Tränen bilden sich in ihren Augen. „Eins muss ich dich wissen lassen Mädchen. Mr Soarez macht nichts ohne Hintergedanken. Er wollte, dass du diesen Ort kennenlernst. Ich spreche aus Jahrzehnten langer Erfahrung in diesem Milieu."
„Wieso wollte er, dass ich diesen Ort kennenlerne?"
„Wieso fragst du? Es ist ein Bordell Mäuschen, du wirst irgendwann in naher Zukunft 19. Er will einen Nutzen aus allem und jedem ziehen. Er manipuliert dich in diese Szene hinein. Du gewöhnst dich an alles und bist dann am Ende sogar überzeugt davon, es freiwillig getan zu haben. Es wird kein Zurück geben!"
„Seth hat mich vor gleich zwei Perversen gerettet. Er meint, er braucht mich nur als seine Begleitung für Meetings...."
„Naiv, sehr naiv von dir. Jetzt bist du noch unter 18, als Begleitung perfekt geeignet. Doch sobald du erwachsen bist, wird ihm das nicht mehr ausreichen. Seinen Gewinn schlägt er dann aus deinem Körper. Und weißt du was? Du wirst bis dahin so emotional anhängig von ihm sein, dass du alles tun wirst, um ihn zufrieden zu stellen."
Ohne weiter darüber nachzudenken, strecke ich meine Arme nach ihr aus und umarme sie innig. „Du sprichst aus Erfahrung? Wurdest du in diese Szene rein manipuliert?"
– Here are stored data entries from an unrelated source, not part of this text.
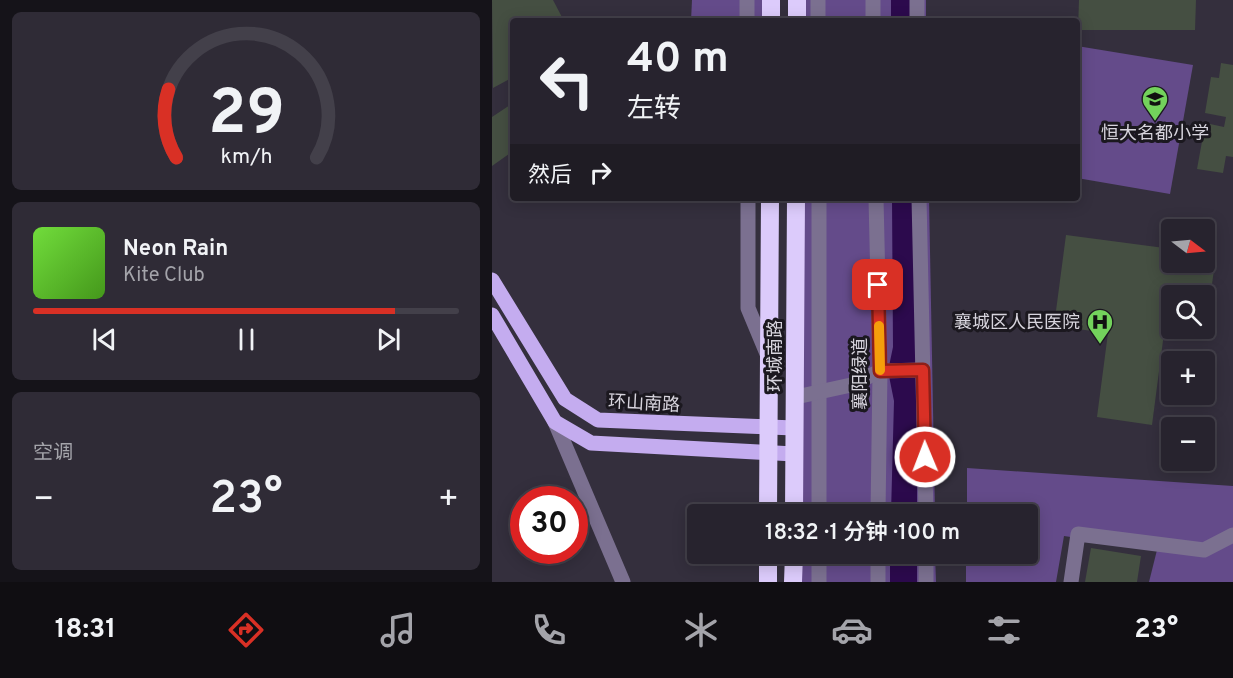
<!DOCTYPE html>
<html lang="zh">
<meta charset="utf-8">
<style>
:root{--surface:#27232e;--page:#2f2b36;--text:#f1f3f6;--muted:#a4a4aa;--line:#43404a;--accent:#d93025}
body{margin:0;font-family:Overpass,"Noto Sans SC",sans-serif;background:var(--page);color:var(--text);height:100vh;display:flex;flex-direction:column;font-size:22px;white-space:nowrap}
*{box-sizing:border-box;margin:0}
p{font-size:20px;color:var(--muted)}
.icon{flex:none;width:33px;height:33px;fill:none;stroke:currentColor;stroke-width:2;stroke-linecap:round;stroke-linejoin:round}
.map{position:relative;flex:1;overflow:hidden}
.side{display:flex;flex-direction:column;gap:12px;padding:12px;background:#151319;width:492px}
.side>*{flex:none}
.hud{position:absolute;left:18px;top:18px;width:570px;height:183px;border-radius:6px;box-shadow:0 3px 15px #0003,0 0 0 2px var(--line);background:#27232e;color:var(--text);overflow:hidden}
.needle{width:39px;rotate:106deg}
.fabs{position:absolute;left:669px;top:219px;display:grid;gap:12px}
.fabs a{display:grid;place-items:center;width:54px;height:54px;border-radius:6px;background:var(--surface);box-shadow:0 3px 15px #0003,0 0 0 2px var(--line);font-size:30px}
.speed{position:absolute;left:18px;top:486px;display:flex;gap:12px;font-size:30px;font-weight:700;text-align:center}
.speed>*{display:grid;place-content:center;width:78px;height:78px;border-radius:50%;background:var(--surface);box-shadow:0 3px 15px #0003,0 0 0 2px var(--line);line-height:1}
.speed .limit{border:9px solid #d22;background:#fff;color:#111}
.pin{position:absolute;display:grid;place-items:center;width:51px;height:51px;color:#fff;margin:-26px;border-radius:12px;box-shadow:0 3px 9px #0006}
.me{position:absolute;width:66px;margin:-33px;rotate:359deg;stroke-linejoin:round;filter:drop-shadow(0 0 4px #0008)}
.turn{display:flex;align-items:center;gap:21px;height:126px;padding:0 18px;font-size:27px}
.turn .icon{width:78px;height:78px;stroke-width:2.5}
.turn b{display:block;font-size:42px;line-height:51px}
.then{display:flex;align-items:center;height:57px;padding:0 18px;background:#0003;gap:12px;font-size:22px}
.big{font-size:45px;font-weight:600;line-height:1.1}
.side .widget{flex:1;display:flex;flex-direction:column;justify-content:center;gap:9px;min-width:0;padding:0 21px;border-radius:9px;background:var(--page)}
.side .dial{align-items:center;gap:0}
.dial svg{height:156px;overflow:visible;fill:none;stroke:var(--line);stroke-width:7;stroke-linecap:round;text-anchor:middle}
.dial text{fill:var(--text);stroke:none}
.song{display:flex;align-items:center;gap:18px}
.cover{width:72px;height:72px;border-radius:9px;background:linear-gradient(135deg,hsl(100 70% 55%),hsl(100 70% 35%))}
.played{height:6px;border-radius:3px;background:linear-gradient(90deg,var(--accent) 85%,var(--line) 85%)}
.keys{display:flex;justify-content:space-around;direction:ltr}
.heat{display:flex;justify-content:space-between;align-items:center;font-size:33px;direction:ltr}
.trip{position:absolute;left:195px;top:504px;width:351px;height:60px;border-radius:6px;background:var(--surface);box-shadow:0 3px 15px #0003,0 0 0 2px var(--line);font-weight:600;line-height:60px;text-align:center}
.dock{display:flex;height:96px;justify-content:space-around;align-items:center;background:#100e12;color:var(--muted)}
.dock .icon{width:42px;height:42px}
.dock .selected{color:var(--accent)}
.dock b{font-size:27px;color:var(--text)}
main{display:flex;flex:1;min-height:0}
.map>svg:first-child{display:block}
.green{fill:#644b8a}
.water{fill:#2c0a4d}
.building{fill:#454f42}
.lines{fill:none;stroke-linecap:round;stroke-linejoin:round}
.minor{stroke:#7b7090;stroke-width:15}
.major{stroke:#c4acef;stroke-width:15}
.highway{stroke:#dccbfb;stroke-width:18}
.route-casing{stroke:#8d1f18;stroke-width:15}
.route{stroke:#d93025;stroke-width:10}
.slow{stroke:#f59e0b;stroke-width:10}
.labels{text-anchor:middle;stroke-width:6;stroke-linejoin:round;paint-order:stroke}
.poi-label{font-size:18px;fill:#d7d4dd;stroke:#1b181f}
.street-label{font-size:18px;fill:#d7d4dd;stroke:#1b181f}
</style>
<main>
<section class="side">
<div class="widget dial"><svg viewBox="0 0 100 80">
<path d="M14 69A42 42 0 1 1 86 69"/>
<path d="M14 69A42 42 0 0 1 10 34" stroke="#d93025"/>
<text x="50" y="56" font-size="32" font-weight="700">29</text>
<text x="50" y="72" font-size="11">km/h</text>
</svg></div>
<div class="widget">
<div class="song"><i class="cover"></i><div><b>Neon Rain</b><p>Kite Club</p></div></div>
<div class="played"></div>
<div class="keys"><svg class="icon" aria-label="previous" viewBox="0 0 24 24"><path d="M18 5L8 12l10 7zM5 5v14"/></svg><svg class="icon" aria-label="pause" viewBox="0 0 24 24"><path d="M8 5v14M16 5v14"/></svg><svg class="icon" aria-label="next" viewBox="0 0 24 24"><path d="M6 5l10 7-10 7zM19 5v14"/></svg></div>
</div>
<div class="widget"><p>空调</p>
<div class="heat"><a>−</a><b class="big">23°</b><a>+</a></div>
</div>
</section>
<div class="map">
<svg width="741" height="582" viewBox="0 0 741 582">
<rect width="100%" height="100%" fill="#342f3d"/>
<g class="green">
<polygon points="200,0 279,0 279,21 199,21"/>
<rect x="305" y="0" width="129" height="21"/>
<polygon points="585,46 701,65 678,194 585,178"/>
<polygon points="304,198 437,198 443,514 302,514"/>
<polygon points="475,468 741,486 741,582 657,582 665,550 572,536 564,582 474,582 474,554 536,554 536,514 475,514"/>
<polygon points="302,554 443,554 444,582 301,582"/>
</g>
<g class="water">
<rect x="399" y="0" width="25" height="21"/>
<polygon points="400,198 425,198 425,514 399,514 402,401 396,371 401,347"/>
<rect x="398" y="554" width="27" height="28"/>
</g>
<g class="building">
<polygon points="0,0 61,0 72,21 21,21 21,77 1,88"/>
<polygon points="587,0 704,0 703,30 586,30"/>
<polygon points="729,63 741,65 741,157 734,156 731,173 705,169 711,136 716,137 718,124 732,127 734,117 713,113 719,77 727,78"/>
<polygon points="21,103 21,151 0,166 0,117"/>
<polygon points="574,235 680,249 680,262 712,262 712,254 724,255 714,328 712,296 680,296 680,328 714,328 712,339 672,333 660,425 605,417 616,333 562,326"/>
<polygon points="599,548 649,556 645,582 593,582"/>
</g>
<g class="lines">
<g class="minor">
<polyline points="326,0 326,21"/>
<polyline points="381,0 381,21"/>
<polyline points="255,21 255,0"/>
<polyline points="425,21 425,0"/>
<polyline points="256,198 256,308 276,356"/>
<polyline points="327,198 327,514"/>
<polyline points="384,198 388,371 386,514"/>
<polyline points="427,198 434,514"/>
<polyline points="304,397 359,385 388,371 431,370"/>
<polyline points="63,422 131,582"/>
<polyline points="327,582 327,554"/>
<polyline points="386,582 386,554"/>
<polyline points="434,582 434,554"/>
<polyline points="579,582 586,534 712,550 741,535"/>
</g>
<g class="major">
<polyline points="0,280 73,399 106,420 303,428"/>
<polyline points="0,315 63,422 99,443 302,454"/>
</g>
<g class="highway">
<polyline points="279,21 279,0"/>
<polyline points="305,21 305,0"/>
<polyline points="276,514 278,198"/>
<polyline points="302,514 304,198"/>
<polyline points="276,582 276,554"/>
<polyline points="301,582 302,554"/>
</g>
</g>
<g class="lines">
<g class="route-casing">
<polyline id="route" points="386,285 388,371 431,370 433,457"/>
</g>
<use href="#route" class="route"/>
<polyline class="slow" points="387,326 388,370"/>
</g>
<defs>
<g id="school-pin" transform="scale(1.35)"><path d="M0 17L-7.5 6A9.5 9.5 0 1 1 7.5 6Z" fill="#73d25c" stroke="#1b181f"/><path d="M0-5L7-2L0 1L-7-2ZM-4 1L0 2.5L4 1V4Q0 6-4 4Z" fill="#111"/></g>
<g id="hospital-pin" transform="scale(1.35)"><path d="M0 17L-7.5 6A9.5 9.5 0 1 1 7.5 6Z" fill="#73d25c" stroke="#1b181f"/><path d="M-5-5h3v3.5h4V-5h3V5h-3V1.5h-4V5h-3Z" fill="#111"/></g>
</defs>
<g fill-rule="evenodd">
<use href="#school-pin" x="663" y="99"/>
<use href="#hospital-pin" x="608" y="322"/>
</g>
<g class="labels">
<g class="poi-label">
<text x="663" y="139">恒大名都小学</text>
<text x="588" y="328" text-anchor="end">襄城区人民医院</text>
</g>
<g class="street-label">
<text transform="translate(283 356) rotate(-90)" y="6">环城南路</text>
<text transform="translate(368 374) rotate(-90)" y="6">襄阳绿道</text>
<text transform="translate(152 403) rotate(3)" y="6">环山南路</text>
</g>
</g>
</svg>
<div class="fabs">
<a><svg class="needle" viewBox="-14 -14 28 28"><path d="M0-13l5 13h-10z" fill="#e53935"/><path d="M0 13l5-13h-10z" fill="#a4a4aa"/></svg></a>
<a><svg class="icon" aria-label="search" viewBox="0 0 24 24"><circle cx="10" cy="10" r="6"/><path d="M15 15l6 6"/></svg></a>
<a>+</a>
<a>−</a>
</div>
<div class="speed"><div class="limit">30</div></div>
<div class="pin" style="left:386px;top:285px;background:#d93025"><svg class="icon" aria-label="arrive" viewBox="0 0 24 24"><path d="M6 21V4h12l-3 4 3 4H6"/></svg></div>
<svg class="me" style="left:433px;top:457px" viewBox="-20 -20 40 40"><circle r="17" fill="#d93025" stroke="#fff" stroke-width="3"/><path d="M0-11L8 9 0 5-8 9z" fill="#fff"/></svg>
<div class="trip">18:32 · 1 分钟 · 100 m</div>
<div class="hud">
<div class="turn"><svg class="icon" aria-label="left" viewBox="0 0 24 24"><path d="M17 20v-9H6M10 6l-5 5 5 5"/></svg><div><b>40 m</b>左转</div></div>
<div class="then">然后<svg class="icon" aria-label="right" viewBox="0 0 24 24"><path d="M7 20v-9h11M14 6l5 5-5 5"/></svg></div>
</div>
</div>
</main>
<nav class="dock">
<b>18:31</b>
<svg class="icon selected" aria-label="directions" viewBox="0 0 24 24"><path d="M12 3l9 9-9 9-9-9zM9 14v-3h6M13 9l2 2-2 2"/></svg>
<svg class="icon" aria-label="music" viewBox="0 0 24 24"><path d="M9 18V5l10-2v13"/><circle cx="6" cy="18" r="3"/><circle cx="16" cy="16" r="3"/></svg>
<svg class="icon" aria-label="phone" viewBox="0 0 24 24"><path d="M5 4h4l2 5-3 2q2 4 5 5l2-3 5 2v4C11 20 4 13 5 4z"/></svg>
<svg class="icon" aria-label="climate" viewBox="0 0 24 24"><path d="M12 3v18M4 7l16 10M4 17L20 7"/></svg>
<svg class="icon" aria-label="car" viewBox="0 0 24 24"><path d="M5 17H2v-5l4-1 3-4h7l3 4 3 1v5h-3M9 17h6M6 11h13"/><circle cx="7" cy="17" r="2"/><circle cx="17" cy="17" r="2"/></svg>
<svg class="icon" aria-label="filters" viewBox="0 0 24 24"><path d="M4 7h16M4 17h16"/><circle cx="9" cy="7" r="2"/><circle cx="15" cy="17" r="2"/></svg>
<b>23°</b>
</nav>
Sie beginnt zu schluchzen und das nehme ich als <<ja>> .....
„Ich war damals so alt wie du, verliebte mich in einen gut aussehenden, älteren, reichen Kerl. Mr Soarez, den Vater von Seth. Ehe ich mich versah, landete ich hier und seit mehr als zwanzig Jahren bin ich eine Nutte. Er hatte eine Frau, er liebte mich nie. Er sah das Geld in mir..."
Ich muss erstmal schlucken. Seth's Vater?
„Wo ist Seth's Vater jetzt? Damit ich ihn umbringen kann...", ich presse die Lippen zusammen.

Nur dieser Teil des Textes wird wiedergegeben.